Top of TASK INPUTS

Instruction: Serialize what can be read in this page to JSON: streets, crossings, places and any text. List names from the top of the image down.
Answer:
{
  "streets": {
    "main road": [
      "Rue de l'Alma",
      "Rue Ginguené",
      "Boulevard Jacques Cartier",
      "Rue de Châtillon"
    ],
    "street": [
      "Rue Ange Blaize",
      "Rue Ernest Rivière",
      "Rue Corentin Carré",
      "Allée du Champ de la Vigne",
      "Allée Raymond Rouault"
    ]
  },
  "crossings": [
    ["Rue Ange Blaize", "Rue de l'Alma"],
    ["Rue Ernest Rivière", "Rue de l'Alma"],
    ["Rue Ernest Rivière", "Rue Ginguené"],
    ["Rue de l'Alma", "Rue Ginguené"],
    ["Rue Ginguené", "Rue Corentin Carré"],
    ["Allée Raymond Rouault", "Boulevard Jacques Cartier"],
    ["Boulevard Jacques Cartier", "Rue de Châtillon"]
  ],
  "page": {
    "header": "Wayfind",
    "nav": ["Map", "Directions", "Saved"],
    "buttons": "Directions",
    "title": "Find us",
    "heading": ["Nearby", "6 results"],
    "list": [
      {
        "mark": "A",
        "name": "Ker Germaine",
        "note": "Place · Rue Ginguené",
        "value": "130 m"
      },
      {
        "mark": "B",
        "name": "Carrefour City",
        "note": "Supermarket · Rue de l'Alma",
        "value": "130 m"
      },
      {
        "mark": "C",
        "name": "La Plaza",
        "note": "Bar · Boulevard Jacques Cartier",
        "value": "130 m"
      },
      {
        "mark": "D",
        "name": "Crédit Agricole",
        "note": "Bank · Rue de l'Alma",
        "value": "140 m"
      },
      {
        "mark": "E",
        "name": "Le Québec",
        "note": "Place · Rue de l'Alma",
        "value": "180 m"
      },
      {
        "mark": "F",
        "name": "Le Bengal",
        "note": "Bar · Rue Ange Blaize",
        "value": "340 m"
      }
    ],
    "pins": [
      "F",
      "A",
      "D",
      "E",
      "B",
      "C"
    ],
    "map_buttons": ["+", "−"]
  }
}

Bottom of TASK INPUTS

* **EXERCISE REQUIREMENTS**
Using the records above, give the count of lines with the word "Châtillon", and write nothing more.

* **REPLY TO THE TASK**
2